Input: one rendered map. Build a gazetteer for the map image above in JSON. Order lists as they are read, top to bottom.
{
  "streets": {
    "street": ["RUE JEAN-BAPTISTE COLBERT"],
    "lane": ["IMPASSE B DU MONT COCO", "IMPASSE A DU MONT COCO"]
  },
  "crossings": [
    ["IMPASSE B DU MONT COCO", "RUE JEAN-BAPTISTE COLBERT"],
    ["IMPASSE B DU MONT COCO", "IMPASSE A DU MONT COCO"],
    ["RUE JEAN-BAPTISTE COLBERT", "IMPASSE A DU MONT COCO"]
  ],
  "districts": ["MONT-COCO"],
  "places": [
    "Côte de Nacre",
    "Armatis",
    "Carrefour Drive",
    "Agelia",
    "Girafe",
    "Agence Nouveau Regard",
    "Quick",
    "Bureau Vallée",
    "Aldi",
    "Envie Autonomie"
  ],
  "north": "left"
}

▬▬▬▬▬▬▬▬▬▬

[Problem statement]
Repeat the data in full. Nothing may be dropped or altered.

[Completed task]
Input: one rendered map. Build a gazetteer for the map image above in JSON. Order lists as they are read, top to bottom.
{
  "streets": {
    "street": ["RUE JEAN-BAPTISTE COLBERT"],
    "lane": ["IMPASSE B DU MONT COCO", "IMPASSE A DU MONT COCO"]
  },
  "crossings": [
    ["IMPASSE B DU MONT COCO", "RUE JEAN-BAPTISTE COLBERT"],
    ["IMPASSE B DU MONT COCO", "IMPASSE A DU MONT COCO"],
    ["RUE JEAN-BAPTISTE COLBERT", "IMPASSE A DU MONT COCO"]
  ],
  "districts": ["MONT-COCO"],
  "places": [
    "Côte de Nacre",
    "Armatis",
    "Carrefour Drive",
    "Agelia",
    "Girafe",
    "Agence Nouveau Regard",
    "Quick",
    "Bureau Vallée",
    "Aldi",
    "Envie Autonomie"
  ],
  "north": "left"
}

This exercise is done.